This inflammation of the foot, or laminitis, is chiefly confined to the sensitive laminae, or leaves, which unite the hoof wall to the parts within, and of these leaves those in front are 0 2 most seriously affected. These leaves number five or six hundred or more, and surround the front and sides of the pedal bone, the largest and most vascular being in front, and it is these which are involved most acutely. Congestion of these leaves, especially if acute, will produce symptoms like those of inflammation. The causes are : long-continued standing in one position, severe exertion on hard ground, derangement of the stomach or bowels by improper food, or as the result of inflammation of these, or super-purgation 5 a gross condition and want of exercise, injury to the foot, inflammation of the lungs, improper shoeing, etc. The fore-feet are those most frequently involved, though the hind-feet may also suffer, and in certain cases all the feet may be inflamed.

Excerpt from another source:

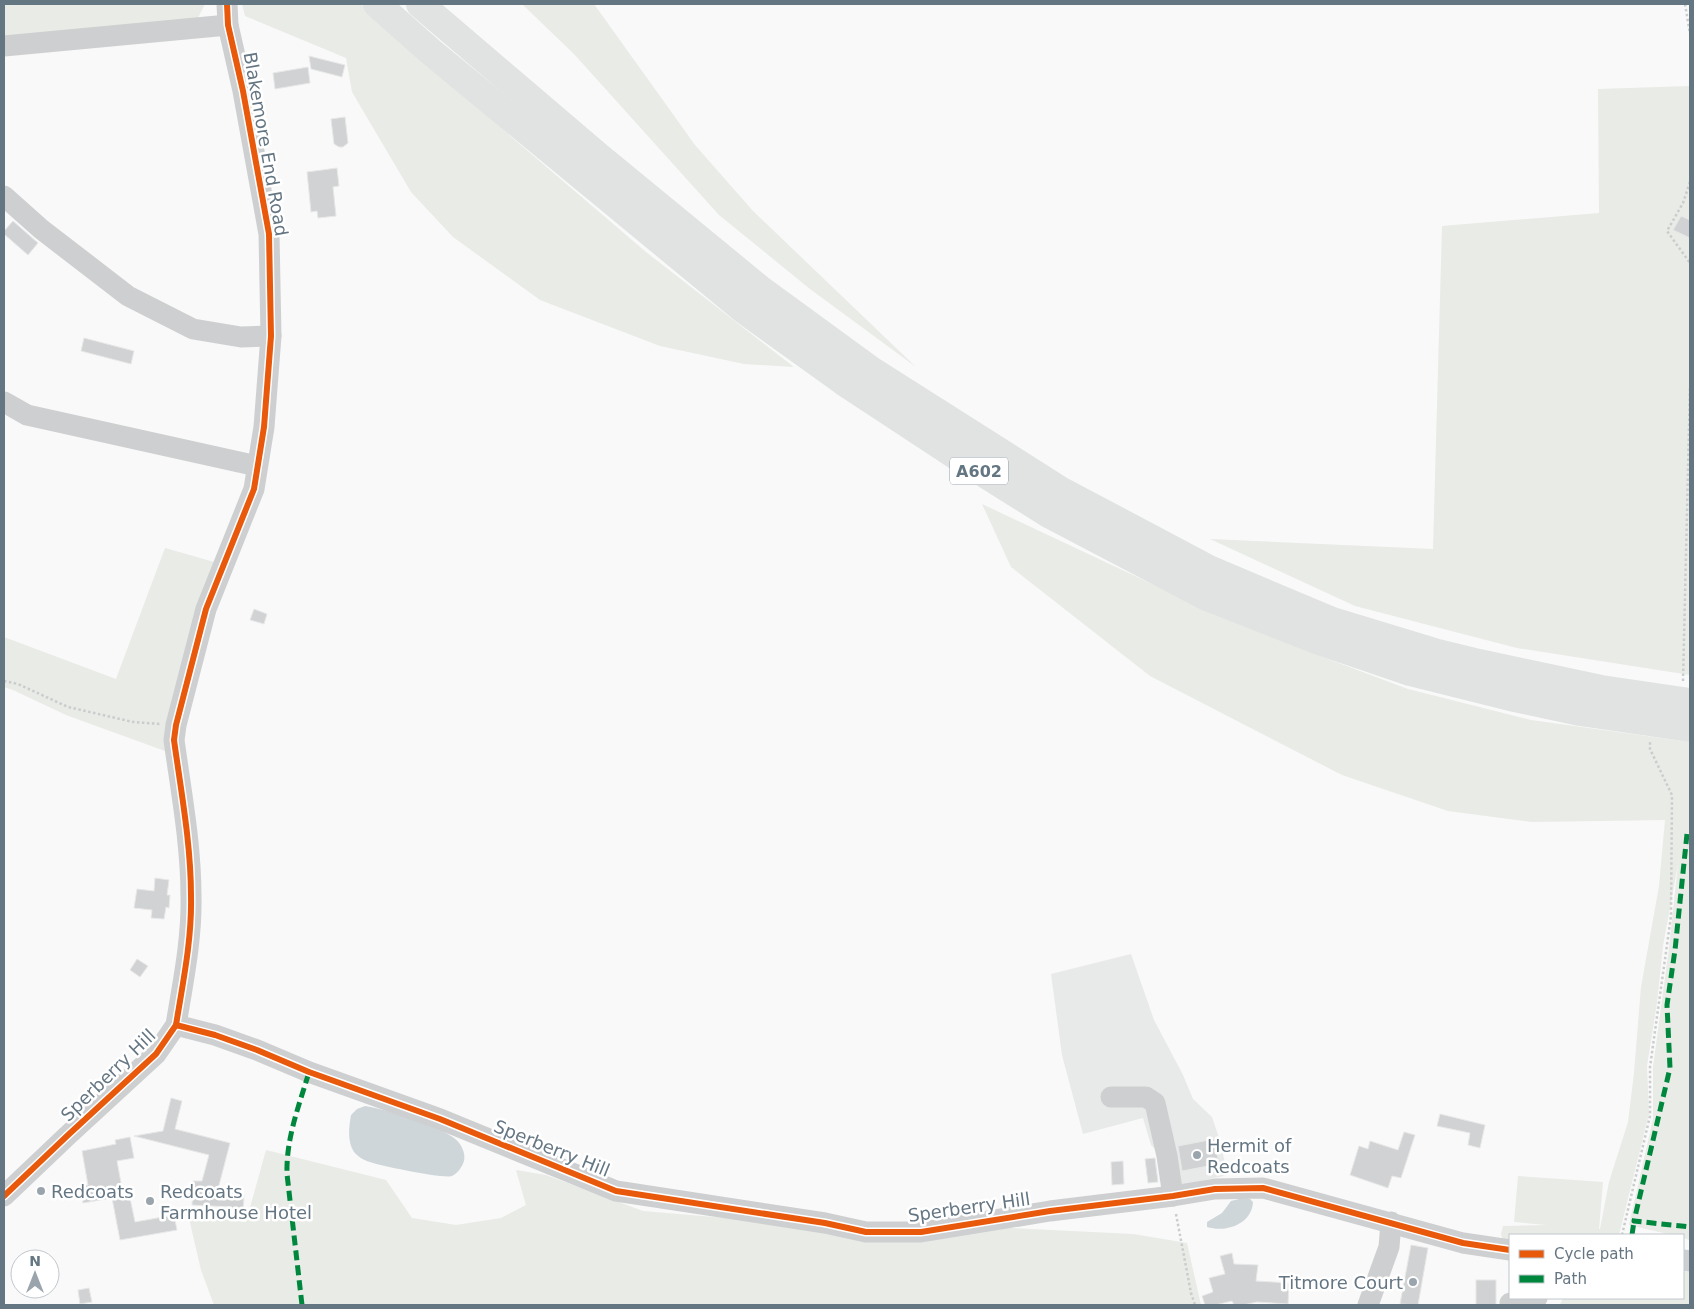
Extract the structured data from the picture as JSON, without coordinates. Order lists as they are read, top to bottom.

This is a most painful disease, and causes great suffering, from the fact that the inflamed parts are confined in a rigid horny box, which does not allow of any expansion for the swelling that takes place. The breathing and the pulse are much affected, and the horse shows signs of distress. To relieve the front part of the feet, if the fore ones are involved, the horse throws the fore-limbs forward, so as to place as much of his weight as possible on the heels, with the hind-feet well under the body for support. In this position he will remain fixed, as it were, and it is most difficult to induce him to move. Should the inflammation affect the hind-feet, these are also placed under the body; but the fore ones are thrown back, so as to relieve the latter as much as possible. When attempting to move the animal backwards, the condition of the feet is at once made apparent by the animal's unwillingness to move them, the body swaying back, but the feet remaining fixed to the ground. Attempts to lift one of the feet also cause the animal to evince great agony. In some rare cases the horse is lying down, and then there is great unwillingness to get up. The hoofs are burning hot, and tapping with a hammer or stick greatly increases the pain.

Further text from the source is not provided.